● **MATERIAL FOR THE TASK**:
┏━━
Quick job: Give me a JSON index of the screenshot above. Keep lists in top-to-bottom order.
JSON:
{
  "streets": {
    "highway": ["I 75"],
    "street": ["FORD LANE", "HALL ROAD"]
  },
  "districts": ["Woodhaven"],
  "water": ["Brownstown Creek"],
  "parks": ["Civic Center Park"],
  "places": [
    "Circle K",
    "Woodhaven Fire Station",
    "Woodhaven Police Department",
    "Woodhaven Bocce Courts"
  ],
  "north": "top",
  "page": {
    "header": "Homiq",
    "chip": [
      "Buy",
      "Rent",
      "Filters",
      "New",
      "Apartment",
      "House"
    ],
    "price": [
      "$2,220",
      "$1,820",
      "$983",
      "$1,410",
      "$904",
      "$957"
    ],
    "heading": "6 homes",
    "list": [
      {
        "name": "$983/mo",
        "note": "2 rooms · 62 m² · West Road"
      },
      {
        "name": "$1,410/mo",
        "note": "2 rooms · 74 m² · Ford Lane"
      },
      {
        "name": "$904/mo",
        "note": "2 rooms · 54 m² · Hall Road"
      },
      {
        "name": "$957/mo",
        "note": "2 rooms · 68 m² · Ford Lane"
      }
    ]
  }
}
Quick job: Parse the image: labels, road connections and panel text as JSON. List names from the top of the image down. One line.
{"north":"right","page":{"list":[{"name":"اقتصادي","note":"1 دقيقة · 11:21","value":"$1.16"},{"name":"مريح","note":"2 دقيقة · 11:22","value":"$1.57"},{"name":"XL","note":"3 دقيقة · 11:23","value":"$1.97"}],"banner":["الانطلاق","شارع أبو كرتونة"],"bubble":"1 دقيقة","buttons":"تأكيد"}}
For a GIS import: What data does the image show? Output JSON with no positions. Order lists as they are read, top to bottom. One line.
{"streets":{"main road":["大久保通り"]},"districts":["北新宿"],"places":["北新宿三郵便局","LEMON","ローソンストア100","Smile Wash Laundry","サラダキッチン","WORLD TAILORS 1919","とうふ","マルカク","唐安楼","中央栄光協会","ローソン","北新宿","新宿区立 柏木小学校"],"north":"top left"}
┗━━
● **WHAT YOU NEED TO DO**: Output the material verbatim, including every line.

● **RESPONSE TO THE TASK**:
Quick job: Give me a JSON index of the screenshot above. Keep lists in top-to-bottom order.
JSON:
{
  "streets": {
    "highway": ["I 75"],
    "street": ["FORD LANE", "HALL ROAD"]
  },
  "districts": ["Woodhaven"],
  "water": ["Brownstown Creek"],
  "parks": ["Civic Center Park"],
  "places": [
    "Circle K",
    "Woodhaven Fire Station",
    "Woodhaven Police Department",
    "Woodhaven Bocce Courts"
  ],
  "north": "top",
  "page": {
    "header": "Homiq",
    "chip": [
      "Buy",
      "Rent",
      "Filters",
      "New",
      "Apartment",
      "House"
    ],
    "price": [
      "$2,220",
      "$1,820",
      "$983",
      "$1,410",
      "$904",
      "$957"
    ],
    "heading": "6 homes",
    "list": [
      {
        "name": "$983/mo",
        "note": "2 rooms · 62 m² · West Road"
      },
      {
        "name": "$1,410/mo",
        "note": "2 rooms · 74 m² · Ford Lane"
      },
      {
        "name": "$904/mo",
        "note": "2 rooms · 54 m² · Hall Road"
      },
      {
        "name": "$957/mo",
        "note": "2 rooms · 68 m² · Ford Lane"
      }
    ]
  }
}
Quick job: Parse the image: labels, road connections and panel text as JSON. List names from the top of the image down. One line.
{"north":"right","page":{"list":[{"name":"اقتصادي","note":"1 دقيقة · 11:21","value":"$1.16"},{"name":"مريح","note":"2 دقيقة · 11:22","value":"$1.57"},{"name":"XL","note":"3 دقيقة · 11:23","value":"$1.97"}],"banner":["الانطلاق","شارع أبو كرتونة"],"bubble":"1 دقيقة","buttons":"تأكيد"}}
For a GIS import: What data does the image show? Output JSON with no positions. Order lists as they are read, top to bottom. One line.
{"streets":{"main road":["大久保通り"]},"districts":["北新宿"],"places":["北新宿三郵便局","LEMON","ローソンストア100","Smile Wash Laundry","サラダキッチン","WORLD TAILORS 1919","とうふ","マルカク","唐安楼","中央栄光協会","ローソン","北新宿","新宿区立 柏木小学校"],"north":"top left"}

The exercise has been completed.